Stored data entries
◆ ◆ ◆ ◆ ◆
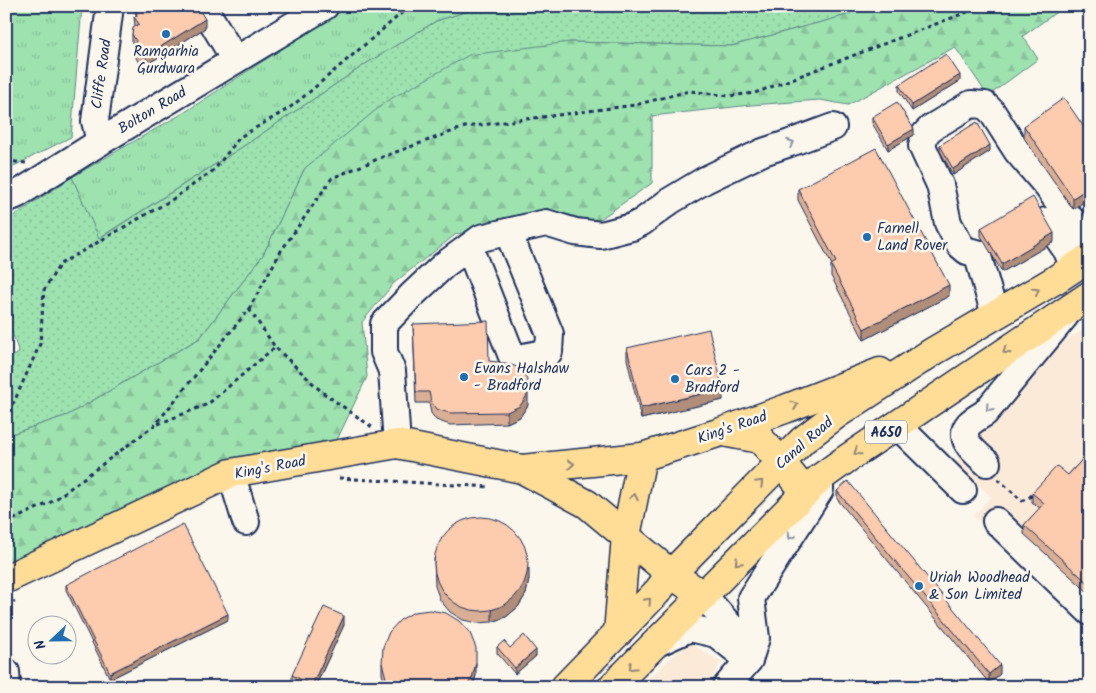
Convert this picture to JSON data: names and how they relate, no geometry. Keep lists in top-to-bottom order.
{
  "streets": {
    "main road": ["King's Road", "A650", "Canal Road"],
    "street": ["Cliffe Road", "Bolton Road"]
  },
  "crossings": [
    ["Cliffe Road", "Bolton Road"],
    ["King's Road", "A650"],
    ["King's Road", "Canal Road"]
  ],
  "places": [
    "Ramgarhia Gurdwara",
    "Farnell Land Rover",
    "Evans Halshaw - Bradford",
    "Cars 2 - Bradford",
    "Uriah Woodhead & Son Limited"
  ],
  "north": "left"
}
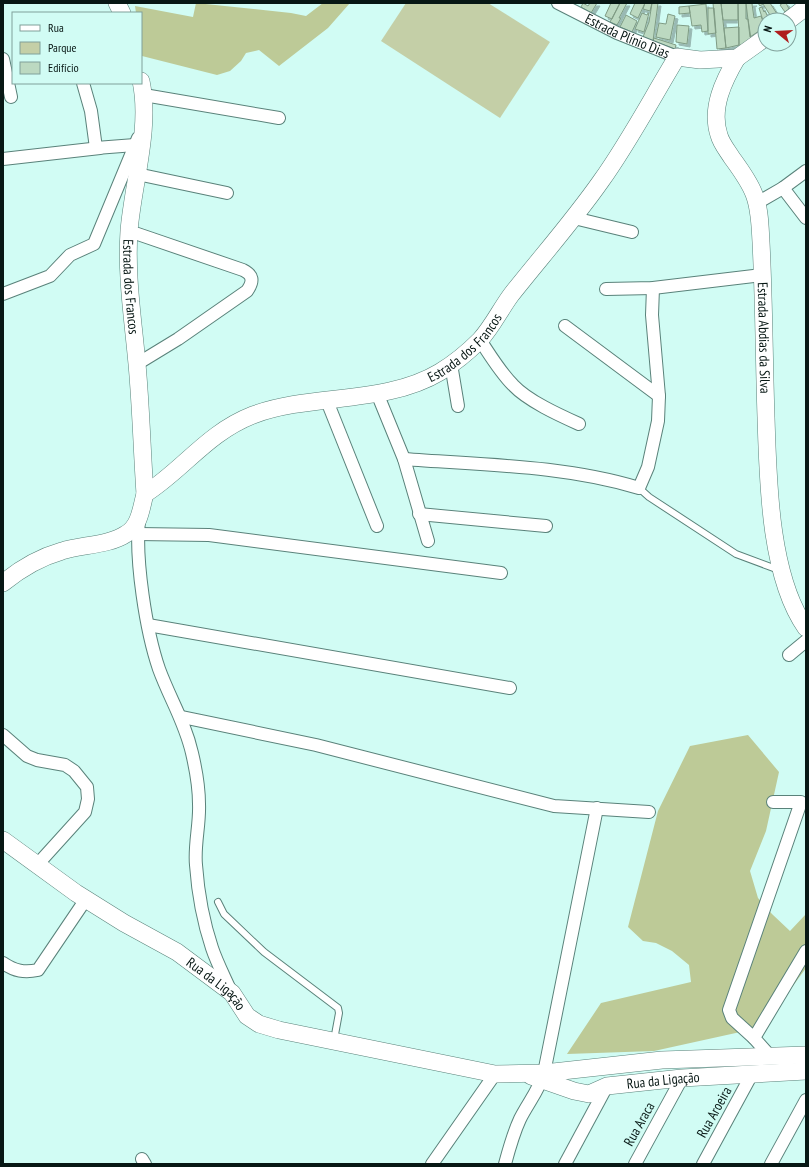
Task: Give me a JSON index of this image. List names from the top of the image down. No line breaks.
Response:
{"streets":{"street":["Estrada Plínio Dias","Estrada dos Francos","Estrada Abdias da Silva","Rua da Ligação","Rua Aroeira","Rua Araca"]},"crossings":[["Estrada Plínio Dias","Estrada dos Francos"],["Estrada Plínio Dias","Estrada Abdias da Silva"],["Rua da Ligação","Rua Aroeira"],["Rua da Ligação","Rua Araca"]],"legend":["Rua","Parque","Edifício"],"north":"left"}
◆ ◆ ◆ ◆ ◆
Exercise:
Set down the entries above word for word, but drop any image.

Result for this task:
Convert this picture to JSON data: names and how they relate, no geometry. Keep lists in top-to-bottom order.
{
  "streets": {
    "main road": ["King's Road", "A650", "Canal Road"],
    "street": ["Cliffe Road", "Bolton Road"]
  },
  "crossings": [
    ["Cliffe Road", "Bolton Road"],
    ["King's Road", "A650"],
    ["King's Road", "Canal Road"]
  ],
  "places": [
    "Ramgarhia Gurdwara",
    "Farnell Land Rover",
    "Evans Halshaw - Bradford",
    "Cars 2 - Bradford",
    "Uriah Woodhead & Son Limited"
  ],
  "north": "left"
}
Task: Give me a JSON index of this image. List names from the top of the image down. No line breaks.
Response:
{"streets":{"street":["Estrada Plínio Dias","Estrada dos Francos","Estrada Abdias da Silva","Rua da Ligação","Rua Aroeira","Rua Araca"]},"crossings":[["Estrada Plínio Dias","Estrada dos Francos"],["Estrada Plínio Dias","Estrada Abdias da Silva"],["Rua da Ligação","Rua Aroeira"],["Rua da Ligação","Rua Araca"]],"legend":["Rua","Parque","Edifício"],"north":"left"}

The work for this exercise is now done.